In reality the UK faces three interlocking economic problems – a crisis of jobs, a crisis of wages and a crisis of investment.
At least two of these problems pre-date the recession of 2008 but all have been severely worsened by financial crash.
All three require action on the demand side of the economy but all three also require the right kind of supply side reform.
It is from these three problems that the other economic issues flow – primarily the deficit and the collapse in productivity growth.
The real worry now is that if the Government continues down its current course without a change in policy then these problems will become embedded. The UK will become a lower wage, lower productivity economy. If these happen then trend growth will fall with serious implications for both living standards and the public finances.
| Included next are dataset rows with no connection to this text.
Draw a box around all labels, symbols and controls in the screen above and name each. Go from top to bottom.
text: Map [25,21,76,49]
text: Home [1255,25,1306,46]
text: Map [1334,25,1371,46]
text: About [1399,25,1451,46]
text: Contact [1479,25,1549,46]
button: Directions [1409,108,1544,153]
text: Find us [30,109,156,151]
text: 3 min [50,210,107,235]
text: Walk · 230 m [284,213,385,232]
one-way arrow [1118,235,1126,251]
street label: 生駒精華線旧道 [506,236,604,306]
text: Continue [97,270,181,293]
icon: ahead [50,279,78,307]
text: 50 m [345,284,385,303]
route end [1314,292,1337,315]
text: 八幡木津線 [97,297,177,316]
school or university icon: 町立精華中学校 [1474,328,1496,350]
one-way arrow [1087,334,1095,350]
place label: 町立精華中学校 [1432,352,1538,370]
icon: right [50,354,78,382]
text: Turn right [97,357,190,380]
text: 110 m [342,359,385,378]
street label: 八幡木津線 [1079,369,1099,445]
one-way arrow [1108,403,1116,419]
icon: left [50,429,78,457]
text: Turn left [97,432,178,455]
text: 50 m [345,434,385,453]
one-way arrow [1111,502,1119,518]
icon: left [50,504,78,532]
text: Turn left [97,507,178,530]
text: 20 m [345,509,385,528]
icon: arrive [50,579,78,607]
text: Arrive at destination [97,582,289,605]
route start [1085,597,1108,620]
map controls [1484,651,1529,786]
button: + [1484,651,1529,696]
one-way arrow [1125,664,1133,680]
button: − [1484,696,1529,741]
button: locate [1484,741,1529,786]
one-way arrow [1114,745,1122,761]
To briefly summarise the triple crisis:
Jobs: Unemployment remains at high – maybe not as high as many feared it would be but high nonetheless. The bigger picture of the labour market has been the rise in under-employment, the grey areas between being in work and being out of it where people are in employment but want to work longer hours.
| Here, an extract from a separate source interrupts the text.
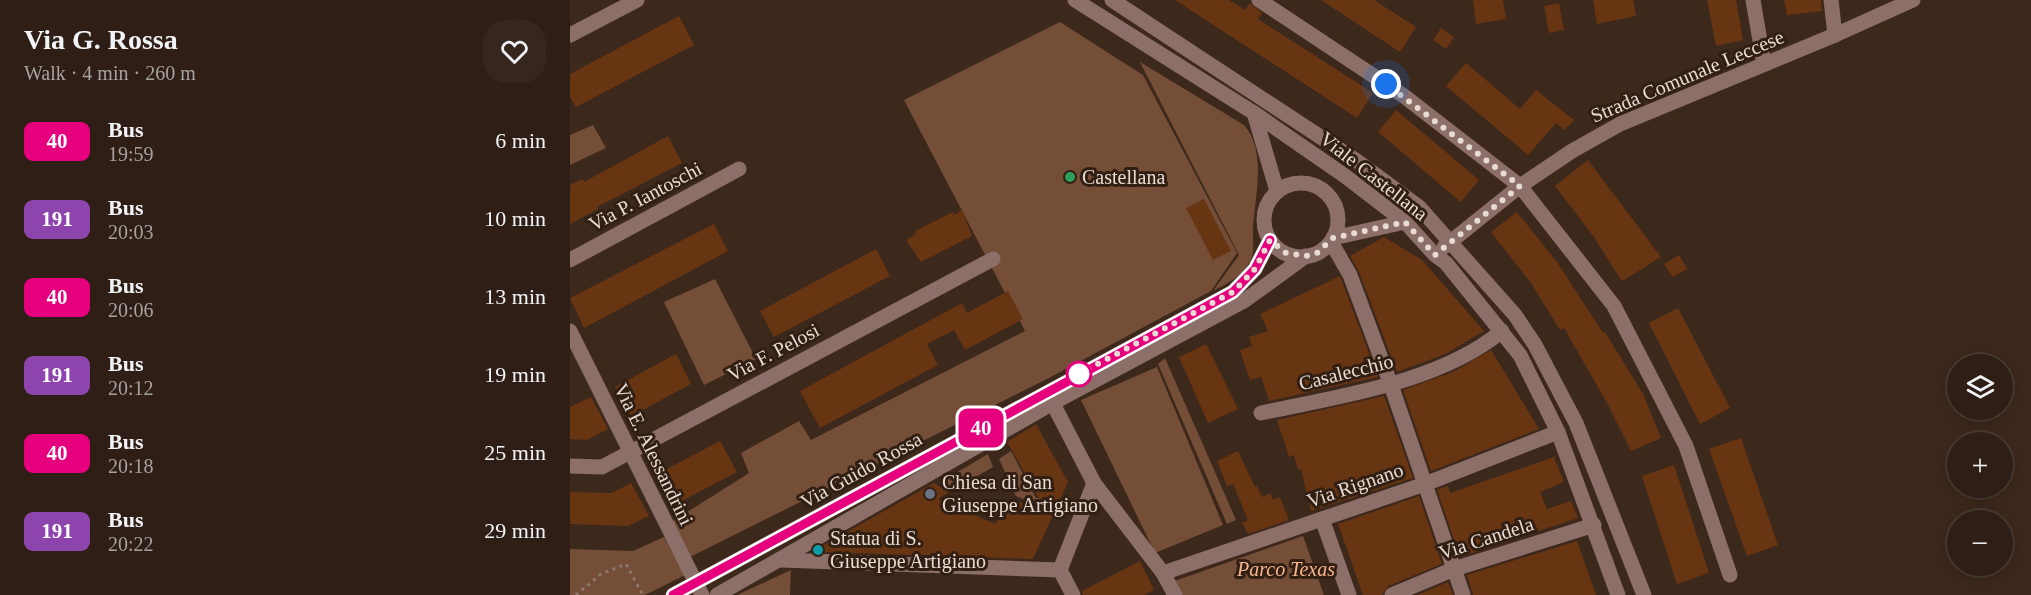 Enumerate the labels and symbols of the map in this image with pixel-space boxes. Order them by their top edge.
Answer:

Wages: Real wages have been falling for over 40 months, the longest squeeze since the 1870s. This is leading to a squeeze in incomes (especially when combined with changes to the social security system) that is unprecedented in modern economic history. This wage squeeze predates 2008 with median real wage stagnation beginning around 2003.
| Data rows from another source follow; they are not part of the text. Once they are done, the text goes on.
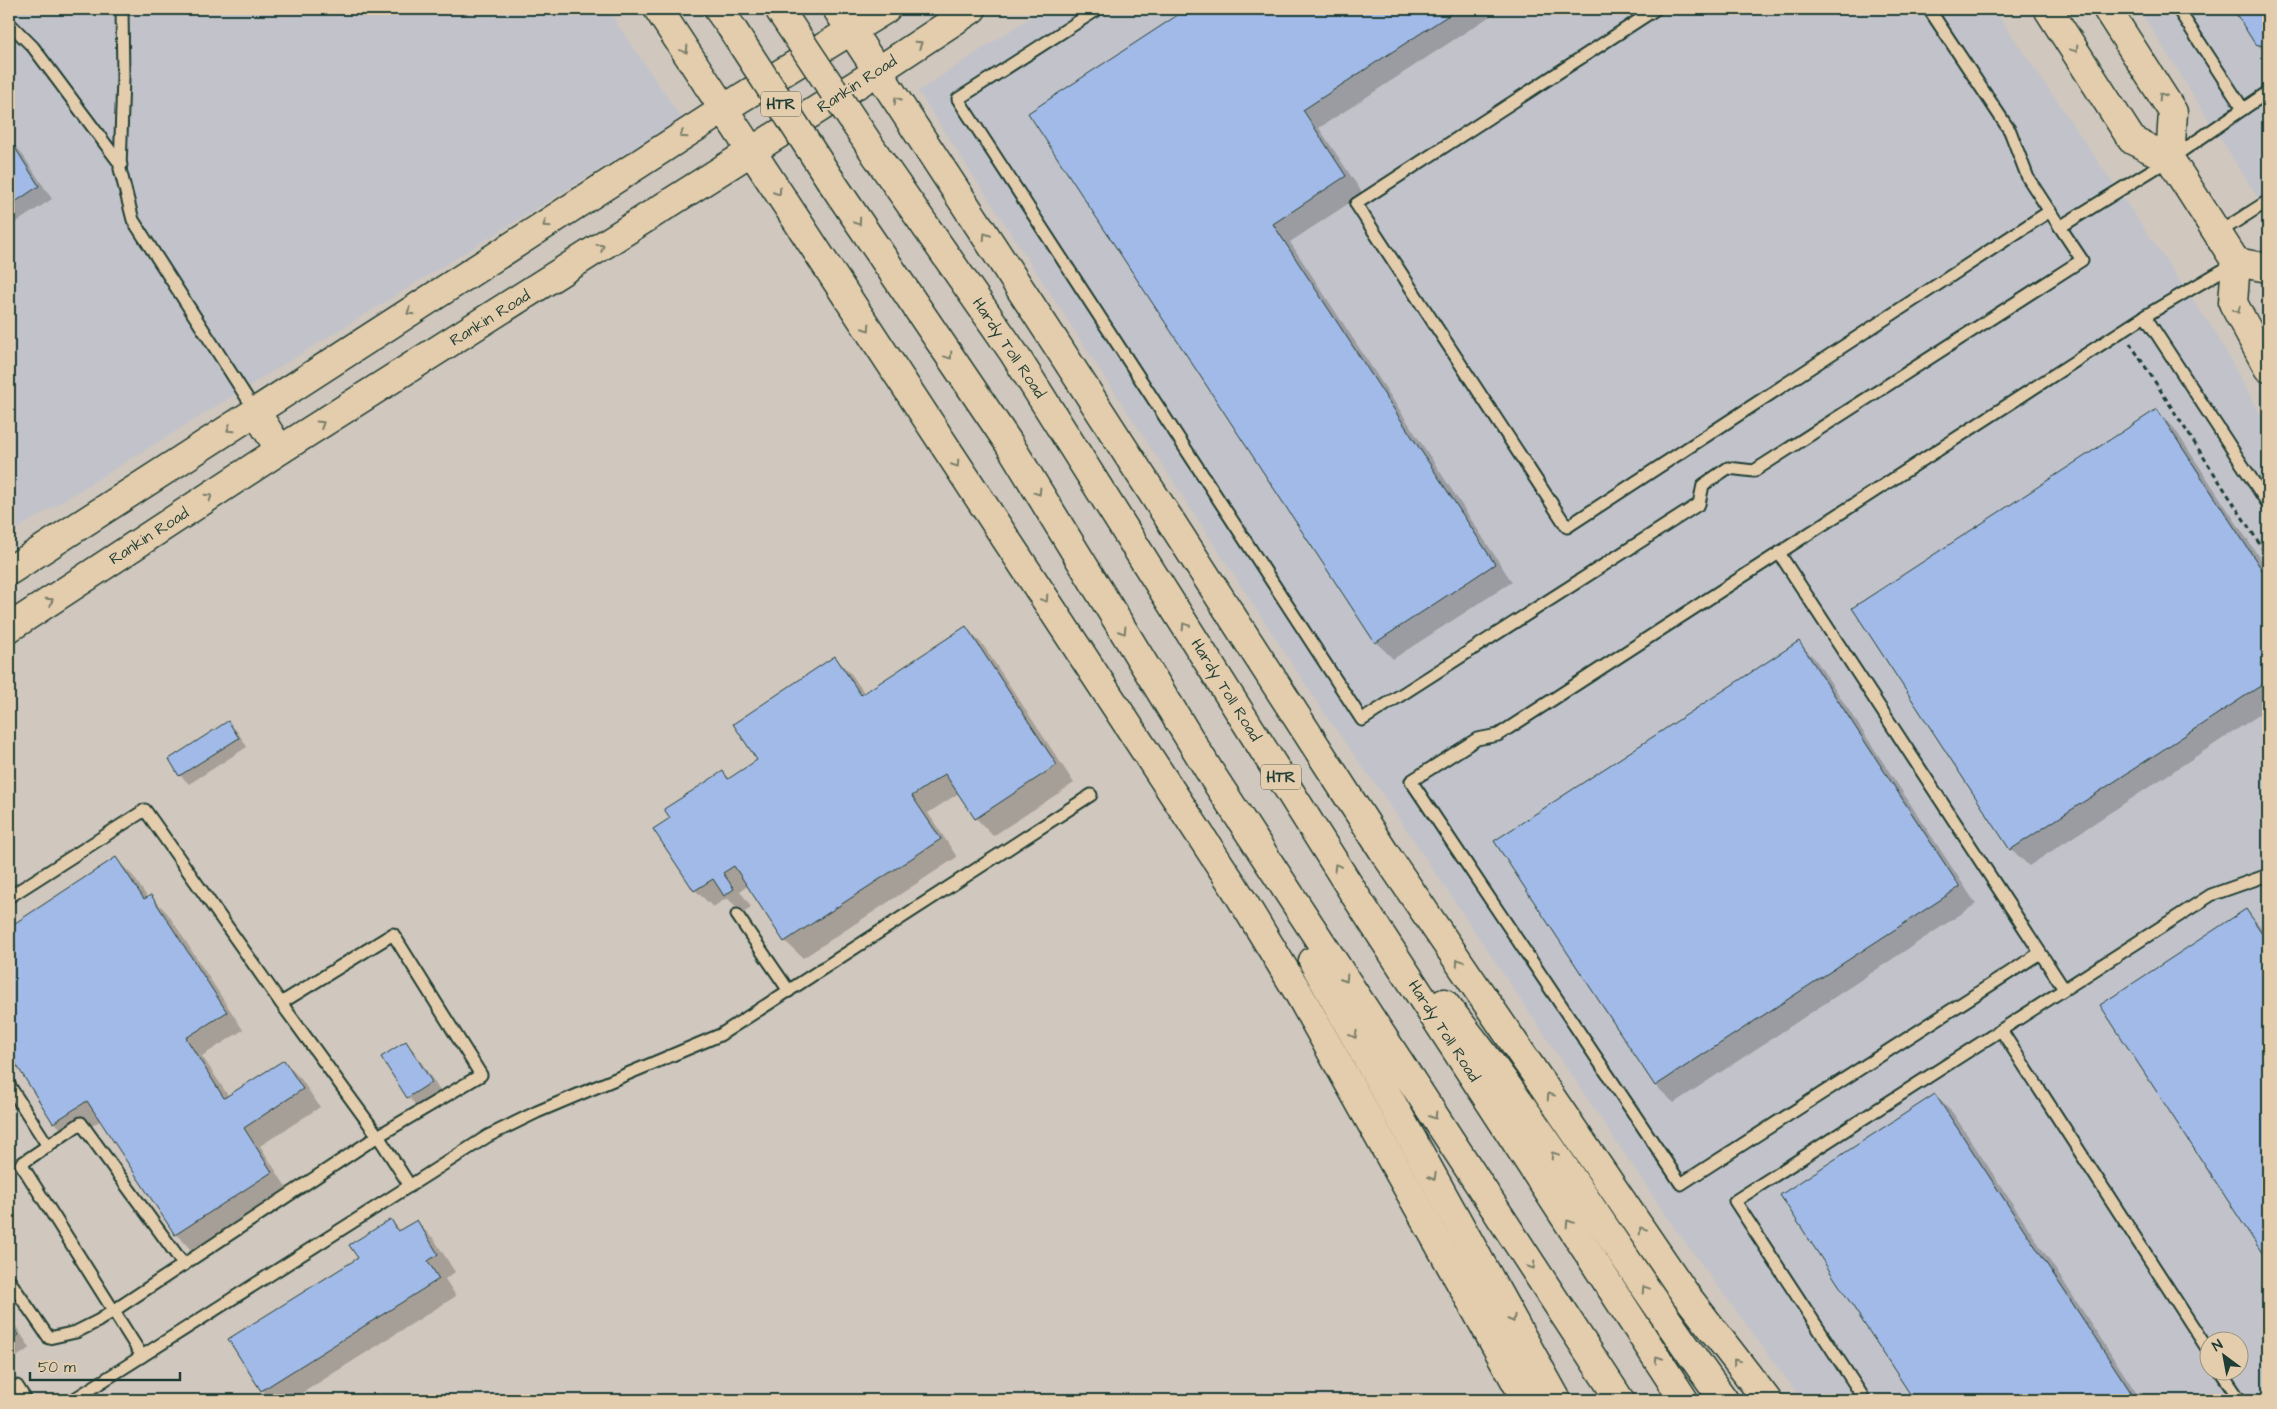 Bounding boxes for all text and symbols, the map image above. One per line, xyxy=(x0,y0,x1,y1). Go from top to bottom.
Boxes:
one-way arrow xyxy=(913,41,922,50)
one-way arrow xyxy=(679,44,688,53)
one-way arrow xyxy=(2068,44,2078,53)
street label: Rankin Road xyxy=(813,50,901,118)
road number: HTR xyxy=(761,92,801,116)
one-way arrow xyxy=(2159,92,2169,101)
one-way arrow xyxy=(894,96,903,106)
one-way arrow xyxy=(679,129,688,139)
one-way arrow xyxy=(772,186,781,195)
one-way arrow xyxy=(852,216,861,226)
one-way arrow xyxy=(543,217,552,227)
one-way arrow xyxy=(983,232,992,242)
one-way arrow xyxy=(595,244,605,253)
street label: Rankin Road xyxy=(446,285,534,351)
street label: Hardy Toll Road xyxy=(966,293,1051,403)
one-way arrow xyxy=(2231,304,2241,313)
one-way arrow xyxy=(406,306,416,315)
one-way arrow xyxy=(861,322,870,331)
one-way arrow xyxy=(943,351,952,360)
one-way arrow xyxy=(316,421,325,430)
one-way arrow xyxy=(226,423,235,432)
one-way arrow xyxy=(950,458,959,467)
one-way arrow xyxy=(1032,487,1042,496)
one-way arrow xyxy=(203,494,212,503)
street label: Rankin Road xyxy=(105,502,193,570)
one-way arrow xyxy=(1039,594,1048,603)
one-way arrow xyxy=(44,598,53,608)
one-way arrow xyxy=(1182,622,1192,631)
one-way arrow xyxy=(1117,625,1127,634)
street label: Hardy Toll Road xyxy=(1185,634,1266,746)
road number: HTR xyxy=(1261,764,1301,790)
one-way arrow xyxy=(1334,863,1344,872)
one-way arrow xyxy=(1456,958,1465,967)
one-way arrow xyxy=(1339,974,1348,983)
street label: Hardy Toll Road xyxy=(1402,976,1485,1087)
one-way arrow xyxy=(1348,1030,1358,1039)
one-way arrow xyxy=(1547,1092,1556,1102)
one-way arrow xyxy=(1428,1110,1437,1119)
one-way arrow xyxy=(1551,1151,1560,1161)
one-way arrow xyxy=(1427,1172,1437,1181)
one-way arrow xyxy=(1566,1220,1575,1229)
one-way arrow xyxy=(1639,1226,1648,1236)
one-way arrow xyxy=(1526,1261,1535,1270)
one-way arrow xyxy=(1642,1286,1651,1295)
one-way arrow xyxy=(1506,1314,1516,1323)
north arrow xyxy=(2200,1332,2250,1382)
text: N xyxy=(2209,1335,2227,1357)
scale bar xyxy=(30,1349,180,1381)
one-way arrow xyxy=(1654,1356,1664,1365)
text: 50 m xyxy=(38,1357,76,1378)
one-way arrow xyxy=(1734,1359,1742,1368)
Investment: Private business investment was weak before the crisis and has been even weaker since. The Government has slashed its own capital spending further exacerbating the problem.
If we had more (and better) jobs, higher wages and more investment then many of our current economics problems would disappear – the deficit would be lower, productivity growth higher, growth would not only be faster but better balanced and more sustainable and the squeeze on living standards would come to an end.
The current Government came to office without a real plan for growth. The priority was deficit reduction and policy makers and their supporters even assumed (in extreme cases) that deficit reduction would be expansionary leading to faster growth or that deficit reduction would slow growth but it had to be done and the economy was likely capable of absorbing austerity whilst continuing to move ahead.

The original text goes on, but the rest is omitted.